Due to yesterday’s increased tension, Syrians who crossed the border to Turkey to run routine daily errands chose to wait it out in Turkey’s border village of Güvecçi before going back. They watched the actions of Syrian troops closely from the roofs of the houses in the area before making sure the situation had calmed down.

The Turkish authorities are now allowing the Syrian refugees to leave tent cities under police supervision in order to go to nearby towns and shop in local stores. Yesterday, refugees staying at the Yaylada?? tent city were taken to the city in groups and had the chance to look around and shop. Some shop owners did not charge the Syrian refugees for their purchases as it is a common tradition in Turkey to not charge guests.

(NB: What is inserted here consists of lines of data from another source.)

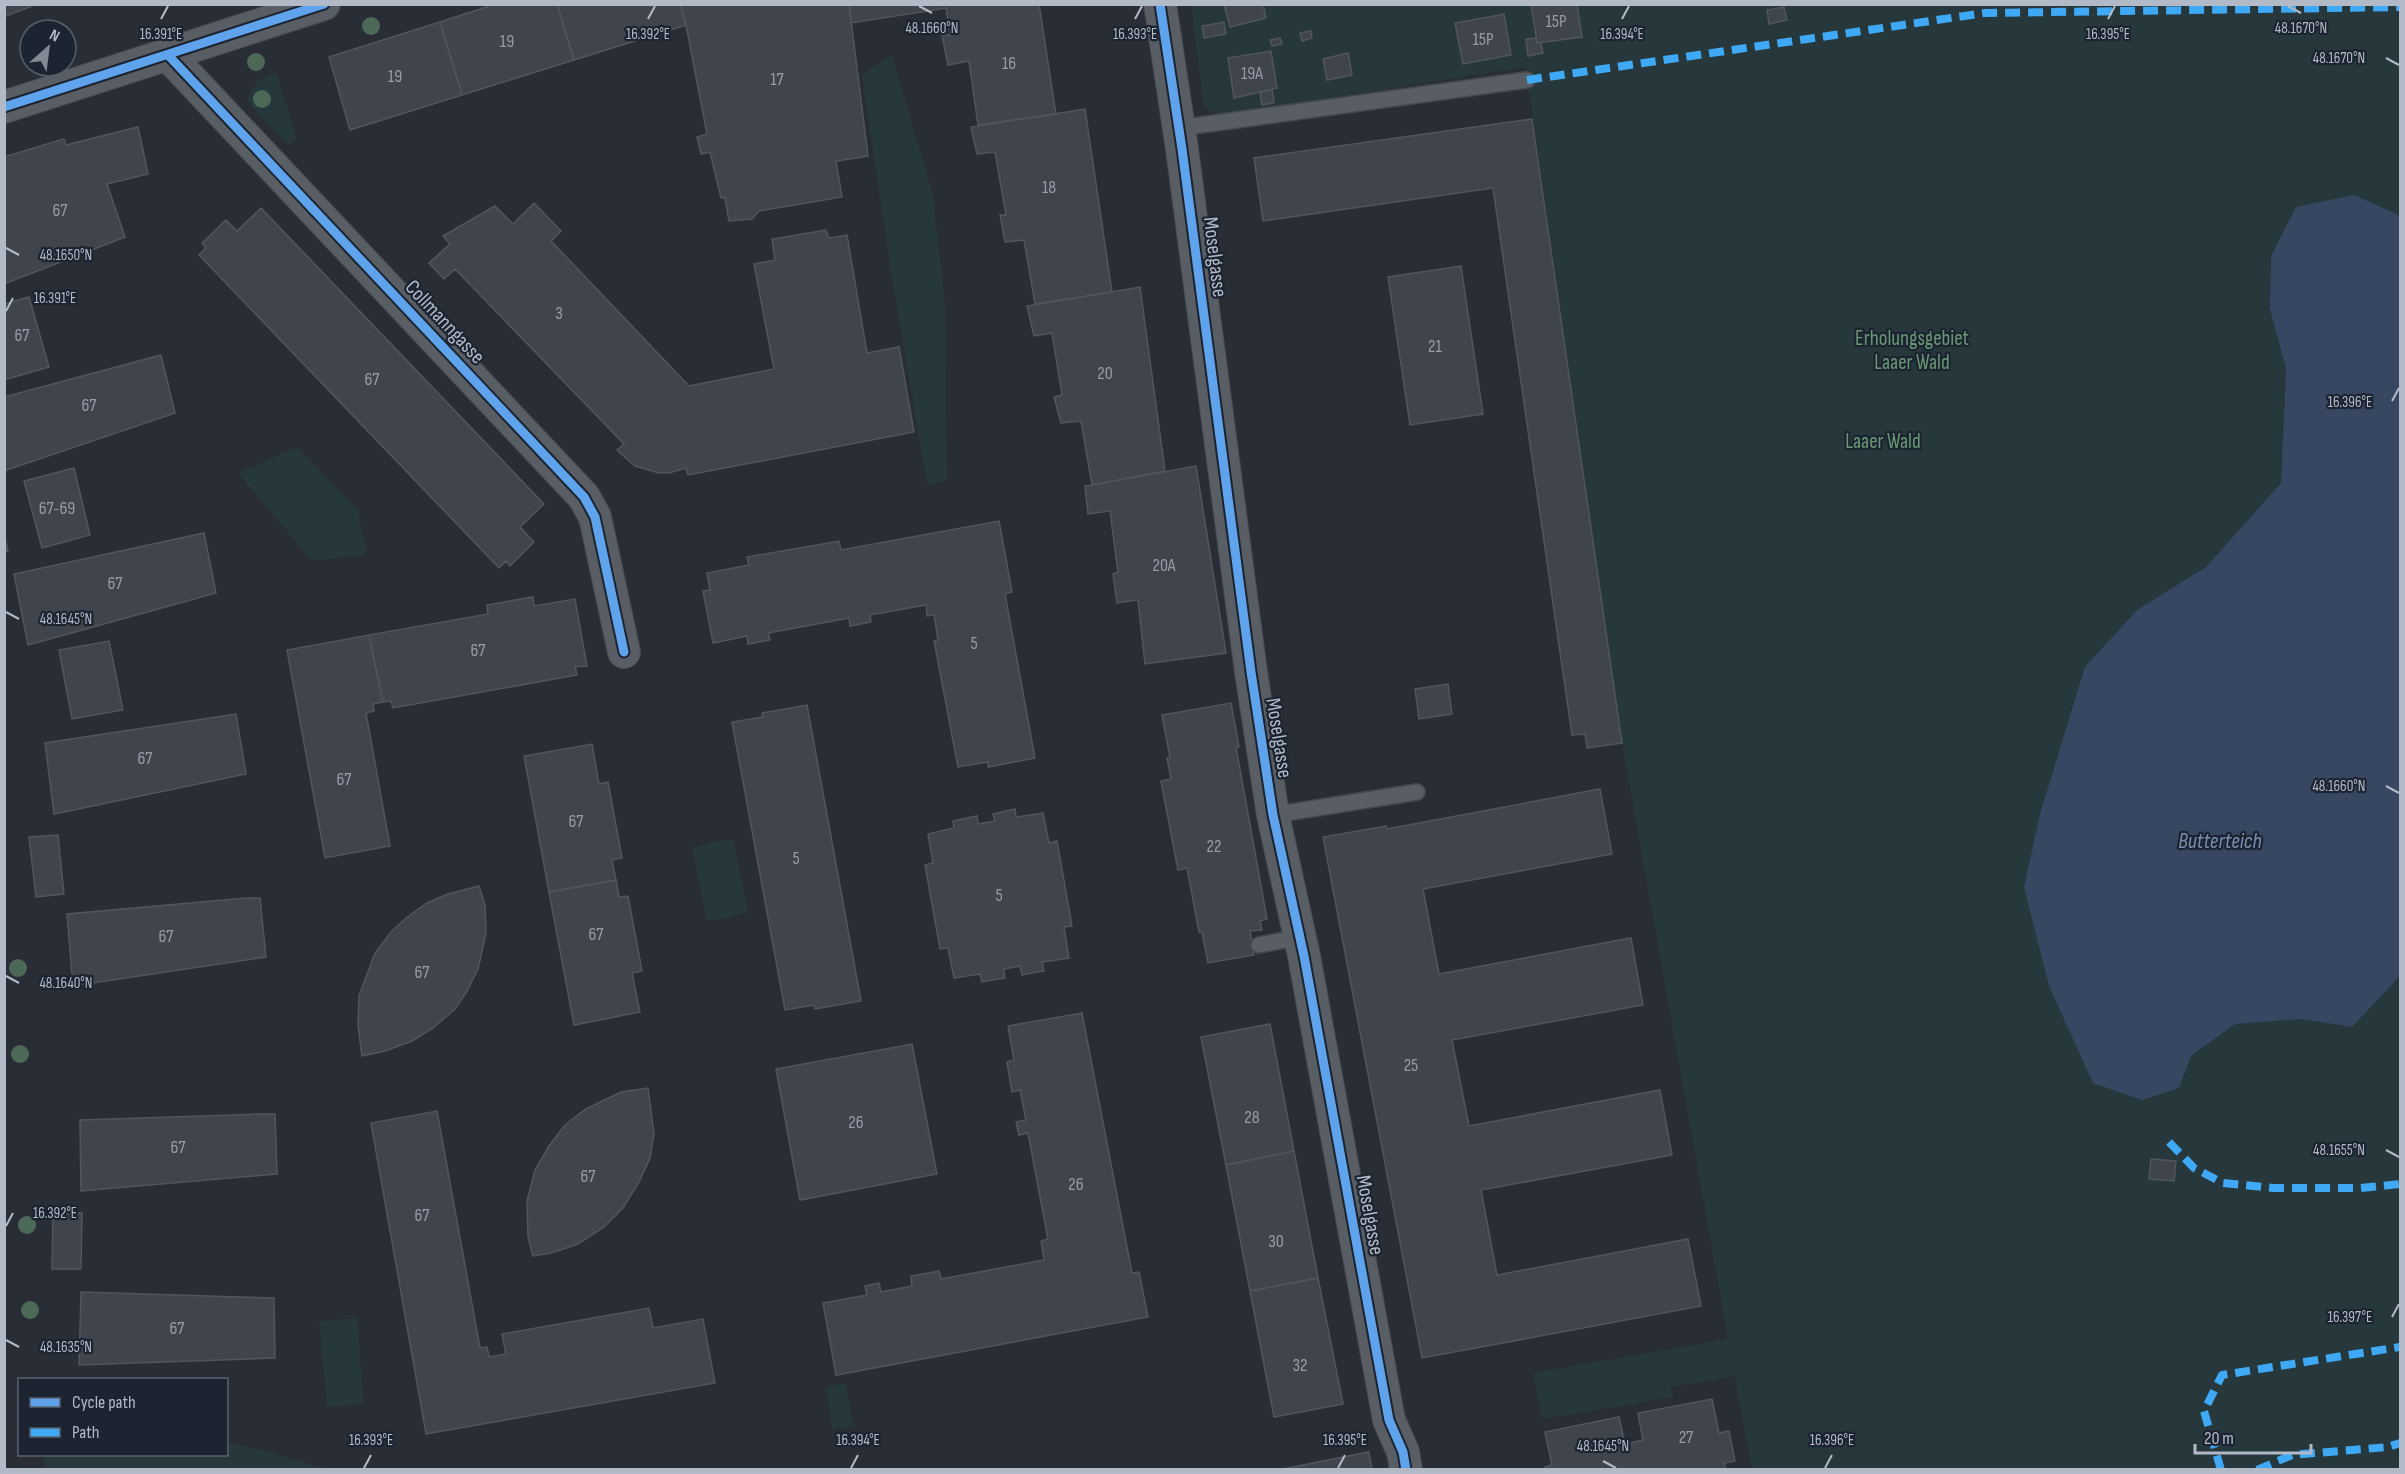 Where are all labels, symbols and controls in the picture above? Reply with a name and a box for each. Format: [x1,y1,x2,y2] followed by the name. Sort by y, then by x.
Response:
[1545,11,1567,32] house number: 15P
[18,18,78,78] north arrow
[906,19,958,38] text: 48.1660°N
[2275,19,2327,38] text: 48.1670°N
[140,25,182,44] text: 16.391°E
[626,25,670,44] text: 16.392°E
[1113,25,1157,44] text: 16.393°E
[1600,25,1644,44] text: 16.394°E
[2086,25,2130,44] text: 16.395°E
[46,26,63,46] text: N
[1472,29,1494,50] house number: 15P
[500,31,514,52] house number: 19
[2313,49,2365,68] text: 48.1670°N
[1002,53,1016,74] house number: 16
[1241,63,1263,84] house number: 19A
[388,66,402,87] house number: 19
[770,69,785,90] house number: 17
[1042,177,1056,198] house number: 18
[52,200,68,221] house number: 67
[1198,215,1232,299] street label: Moselgasse
[40,246,92,265] text: 48.1650°N
[400,275,490,369] street label: Collmanngasse
[34,289,76,308] text: 16.391°E
[555,303,563,324] house number: 3
[14,325,30,346] house number: 67
[1855,326,1969,375] park label: Erholungsgebiet Laaer Wald
[1428,336,1443,357] house number: 21
[1097,363,1113,384] house number: 20
[364,369,380,390] house number: 67
[2328,393,2372,412] text: 16.396°E
[81,395,97,416] house number: 67
[1845,429,1921,454] park label: Laaer Wald
[39,498,75,519] house number: 67-69
[1152,555,1176,576] house number: 20A
[107,573,123,594] house number: 67
[40,610,92,629] text: 48.1645°N
[970,633,978,654] house number: 5
[470,640,486,661] house number: 67
[1260,696,1298,780] street label: Moselgasse
[137,748,153,769] house number: 67
[336,769,352,790] house number: 67
[2313,777,2365,796] text: 48.1660°N
[568,811,584,832] house number: 67
[2178,828,2262,855] water label: Butterteich
[1207,836,1221,857] house number: 22
[792,848,800,869] house number: 5
[995,885,1003,906] house number: 5
[588,924,604,945] house number: 67
[158,926,174,947] house number: 67
[414,962,430,983] house number: 67
[40,974,92,993] text: 48.1640°N
[1404,1055,1418,1076] house number: 25
[1244,1107,1260,1128] house number: 28
[848,1112,864,1133] house number: 26
[170,1137,186,1158] house number: 67
[2313,1141,2365,1160] text: 48.1655°N
[580,1166,596,1187] house number: 67
[1351,1173,1389,1257] street label: Moselgasse
[1068,1174,1084,1195] house number: 26
[33,1204,77,1223] text: 16.392°E
[414,1205,430,1226] house number: 67
[1268,1231,1284,1252] house number: 30
[2328,1308,2372,1327] text: 16.397°E
[169,1318,185,1339] house number: 67
[40,1338,92,1357] text: 48.1635°N
[1293,1355,1307,1376] house number: 32
[18,1378,228,1456] legend
[72,1392,136,1413] text: Cycle path
[2195,1417,2310,1455] scale bar
[72,1422,100,1443] text: Path
[1679,1427,1694,1448] house number: 27
[2204,1428,2234,1449] text: 20 m
[349,1431,393,1450] text: 16.393°E
[836,1431,880,1450] text: 16.394°E
[1323,1431,1367,1450] text: 16.395°E
[1810,1431,1854,1450] text: 16.396°E
[1577,1437,1629,1456] text: 48.1645°N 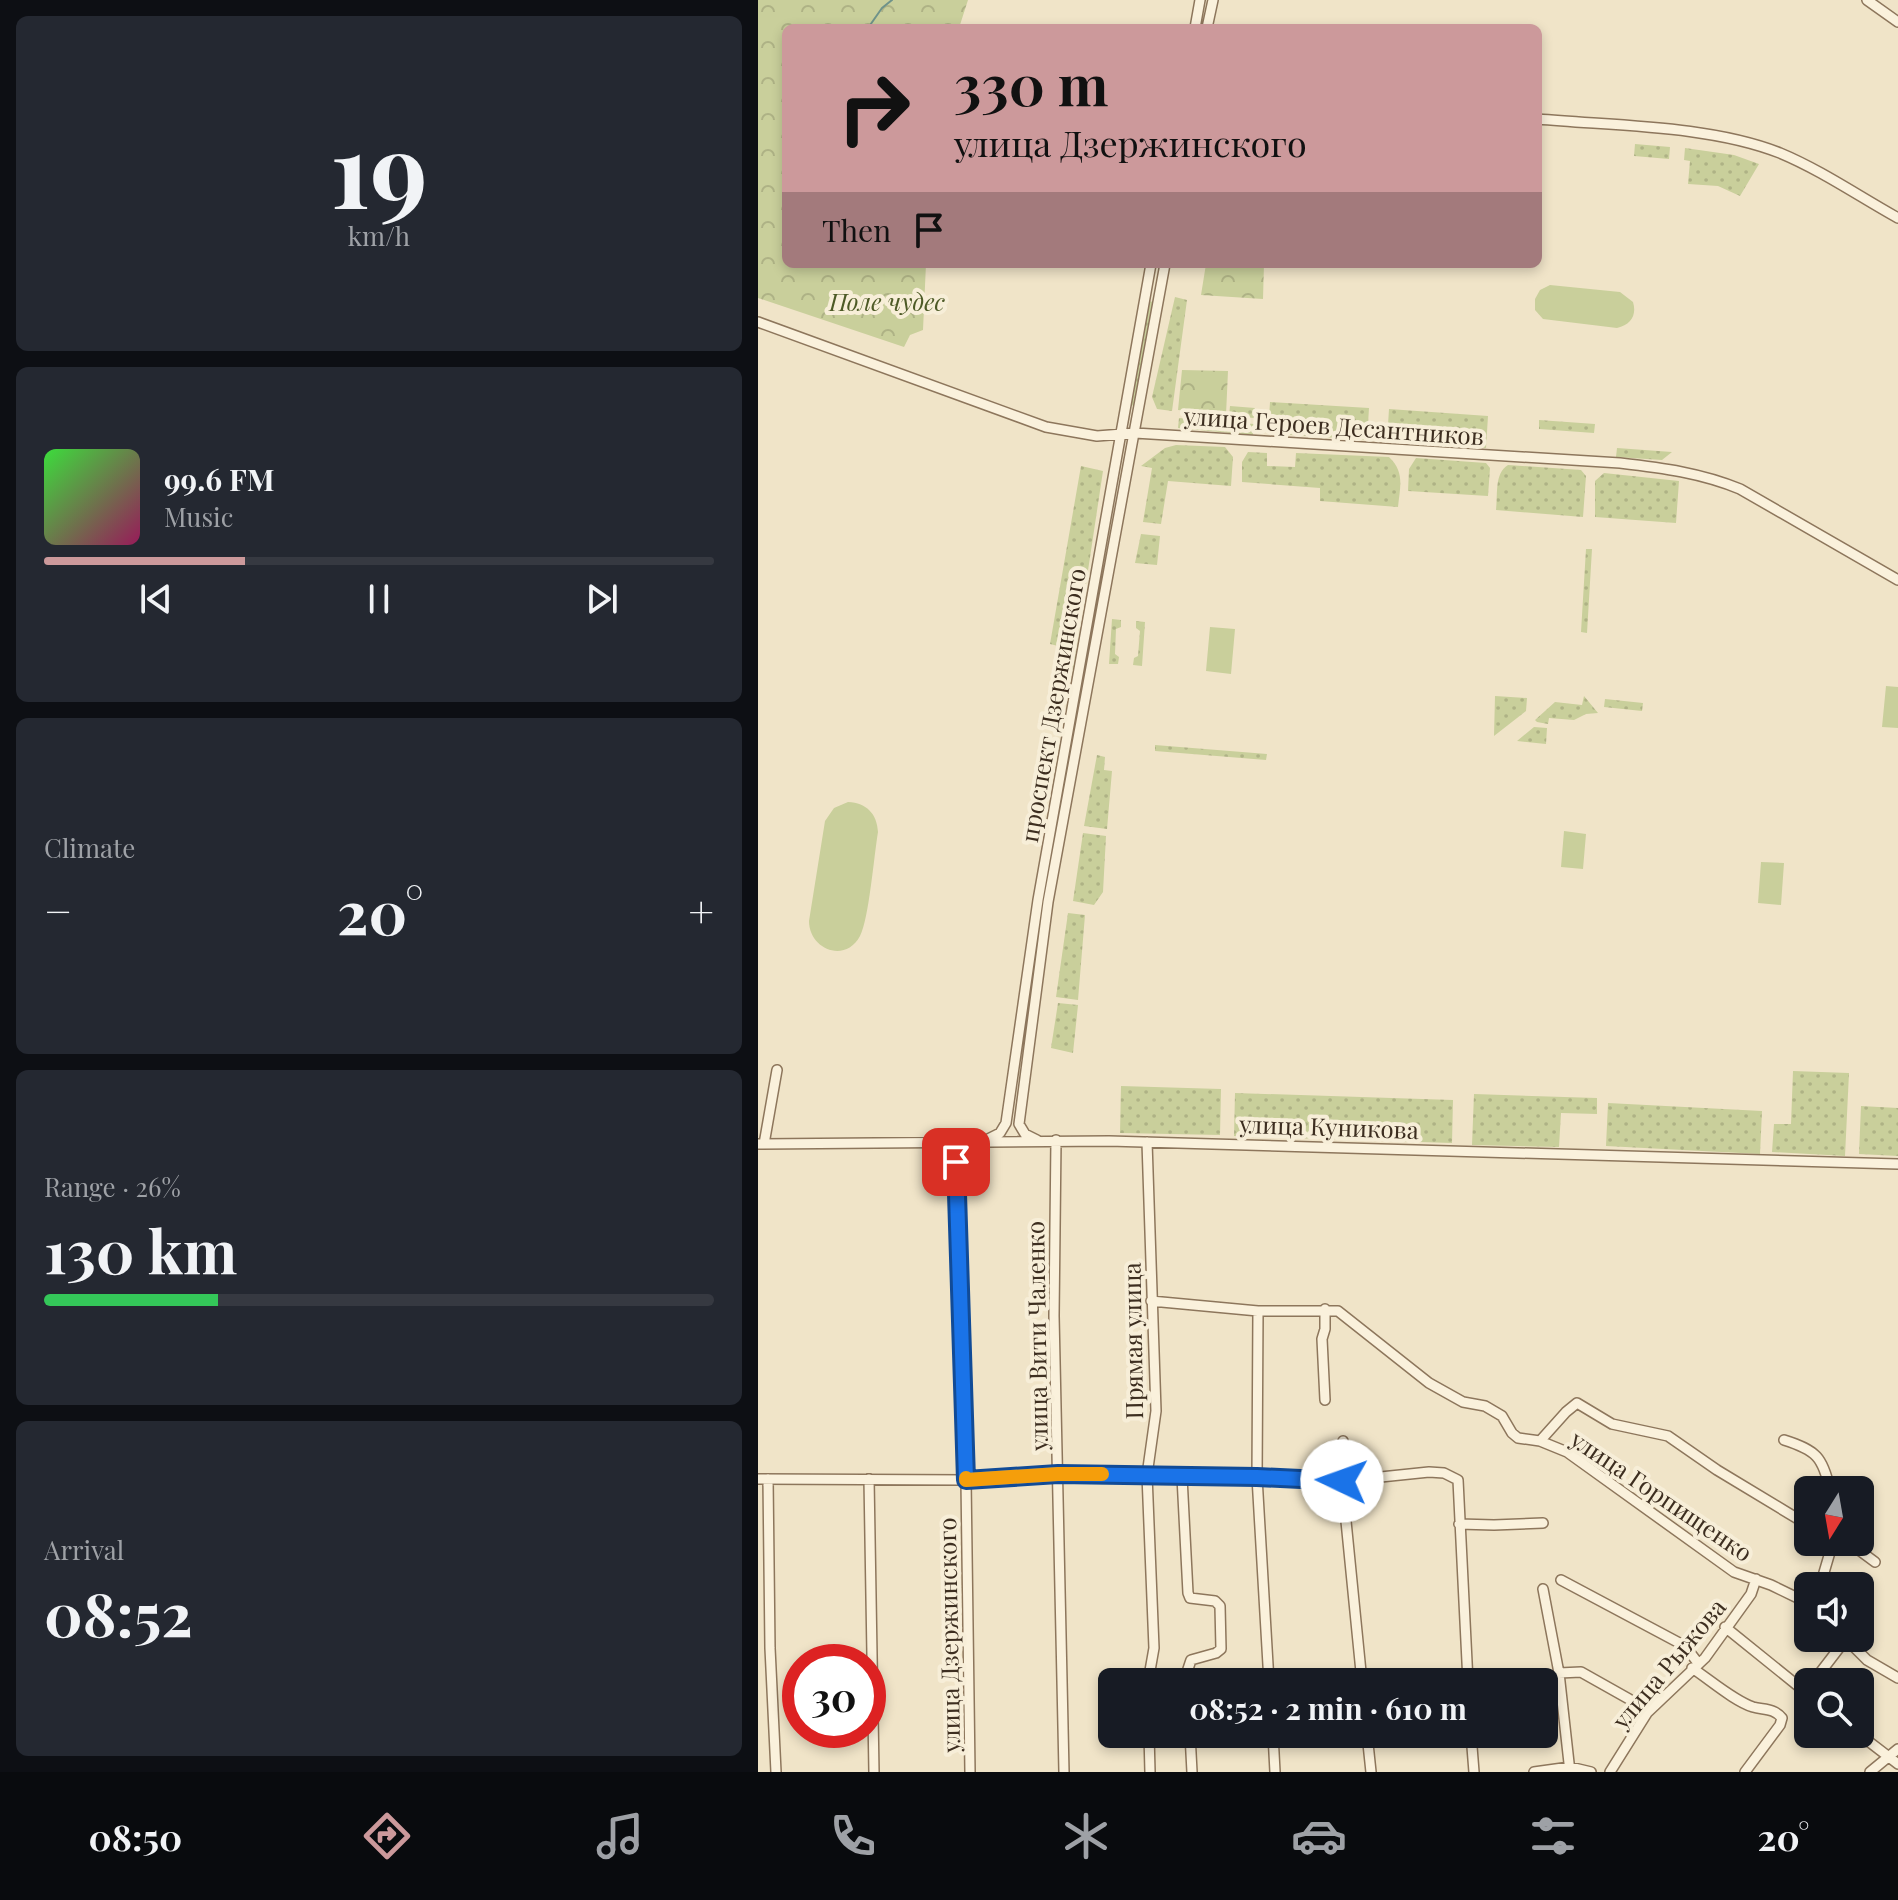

The groups stayed in the city for around two hours before they returned to the camps.

Today’s Zaman was also informed that there are now designated tents set up at the tent cities for people to visit their relatives. The visitors are required to show proof of kinship and register their names before they are allowed to see their relatives.

There is fear among the Syrian refugees that they are being tracked by the Mukhabarat, the Syrian intelligence service. They even say they feel scared of talking to their relatives when they come to visit them.

“The Mukhabarat hires a lot of people and it has so many recruits in the area. So we even fear being spotted talking to ordinary Turks as I suspect there are a few of them among the refugees,” Ibrahim, a Syrian refugee, told Today’s Zaman, while hiding his face and turning his back to the tent city.

Ibrahim eventually wants to return to Syria, where he left his siblings and relatives behind. “I worry about them,” he says.